The pandemic and the measures taken to tackle COVID-19 continue to affect economies and real estate markets globally. [Nevertheless, as at the valuation date some property markets have started to function again, with transaction volumes and other relevant evidence returning to levels where an adequate quantum of market evidence exists upon which to base opinions of value.] [Accordingly, and for the avoidance of doubt, our valuation is not reported as being subject to ‘material valuation uncertainty’ as defined by VPS 3 and VPGA 10 of the RICS Valuation – Global Standards], [except as identified below.]

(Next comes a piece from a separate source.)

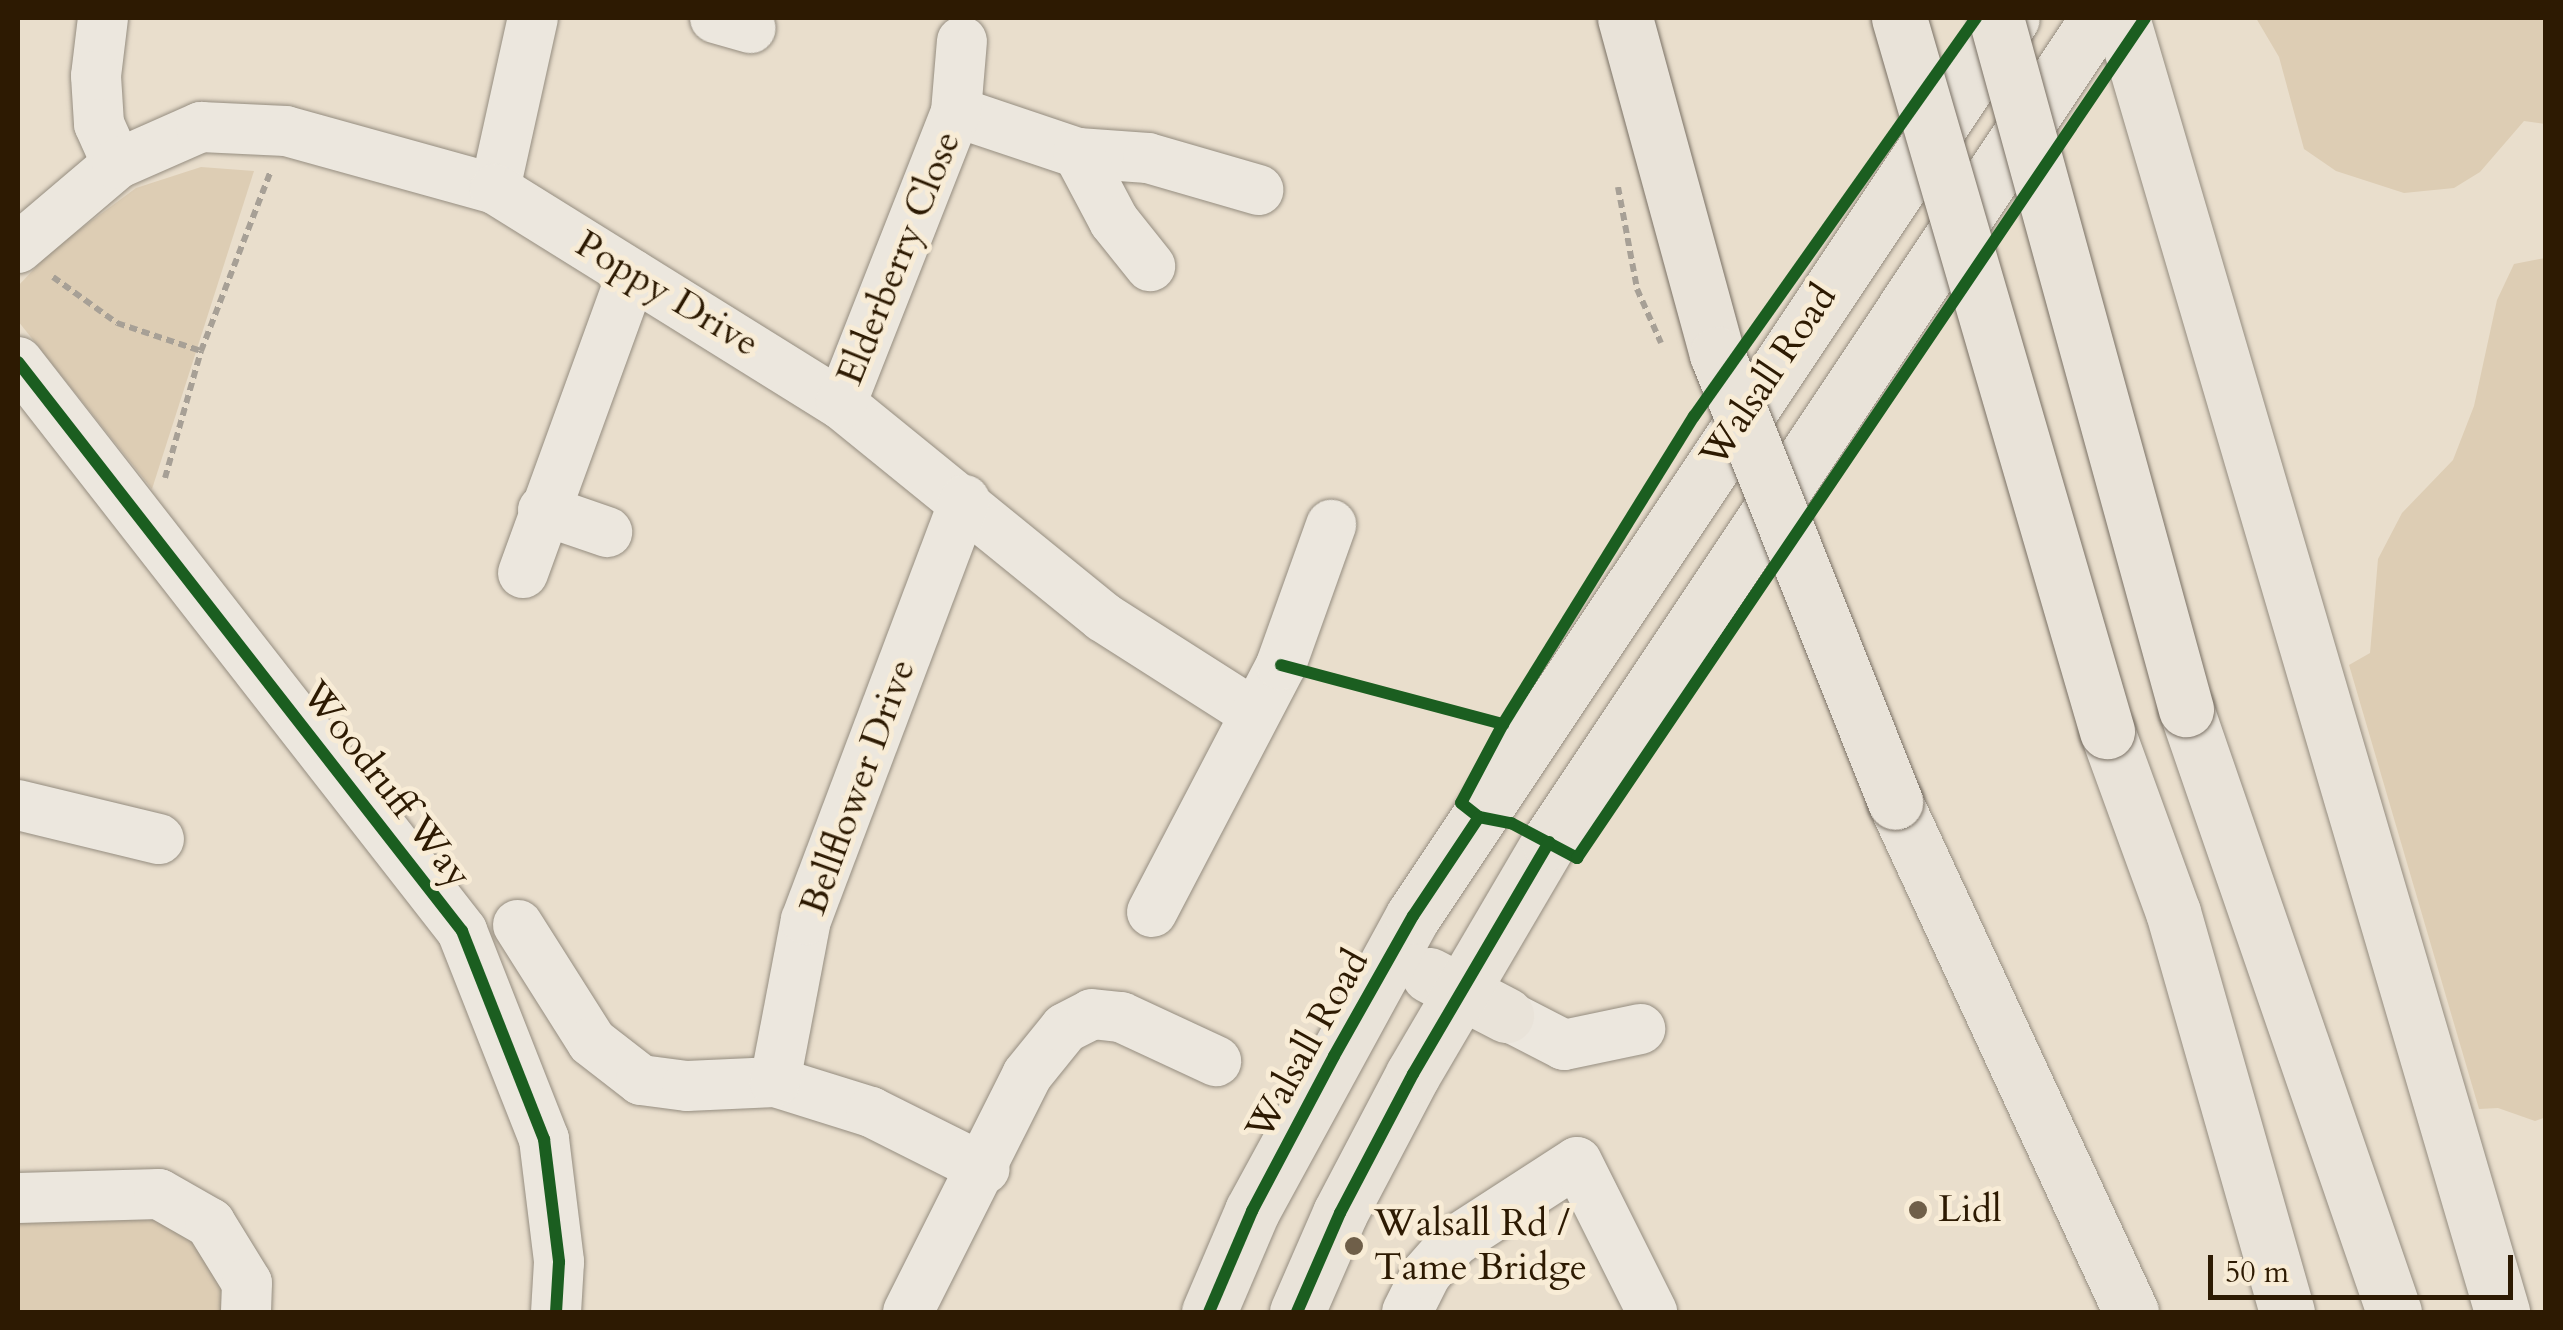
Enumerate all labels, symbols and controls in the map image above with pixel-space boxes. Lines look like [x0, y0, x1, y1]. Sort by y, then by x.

[Material valuation uncertainty
In respect of (x sector(s)), as at the valuation date we continue to be faced with an unprecedented set of circumstances caused by COVID-19 and an absence of relevant/sufficient market evidence on which to base our judgements. Our valuation of (x property(ies)) is therefore reported as being subject to ‘material valuation uncertainty’ as set out in VPS 3 and VPGA 10 of the RICS Valuation – Global Standards. Consequently, in respect of these valuations less certainty – and a higher degree of caution – should be attached to our valuation than would normally be the case.]
For the avoidance of doubt [this explanatory note, including the ‘material valuation uncertainty’ declaration, does not mean that the valuation(s) cannot be relied upon. Rather,] this explanatory note has been included to ensure transparency and to provide further insight as to the market context under which the valuation opinion was prepared. In recognition of the potential for market conditions to move rapidly in response to changes in the control or future spread of COVID-19 we highlight the importance of the valuation date.
Where RICS regulated members receive press queries on material valuation uncertainty, Ben Elder FRICS Global Director of valuation has issued the following statement and RICS regulated members can quote this in their response.
‘Where a material uncertainty declaration is being used, its purpose is to ensure that any client relying upon that specific valuation report understands that it has been prepared under extraordinary circumstances. The term is not meant to suggest that the valuation cannot be relied upon; rather, it is used in order to be clear and transparent with all parties, in a professional manner that – in the current extraordinary circumstances – less certainty can be attached to the valuation than would otherwise be the case. Indeed, with regard to the process itself, professional valuers will almost certainly have undertaken far more due diligence than normal, in order to arrive at their estimate of value.’
Ben Elder FRICS, RICS Global Director of valuation
Value and worth
Engagement with stakeholders during the crisis has led to some anecdotal reports of a misunderstanding of the difference between the market value of a property (VPS 4.4) and the investment value or worth of it to a particular owner or occupier (VPS 4.6). A dialogue with the client may be particularly important when settling the terms of engagement in order to ensure that the purpose and basis of value (VPS 1.3.2 (f) and (g)) fully accord with the client's needs, and that only reasonable and relevant assumptions or special assumptions are made (VPS 1.3.2 (k)). Market value may coincide with its worth but a client’s unwillingness to transact at a certain level based on their own needs should not influence the assessment of market value. The assessment of worth does not require a hypothetical transaction but an assessment of the worth of an asset to an individual.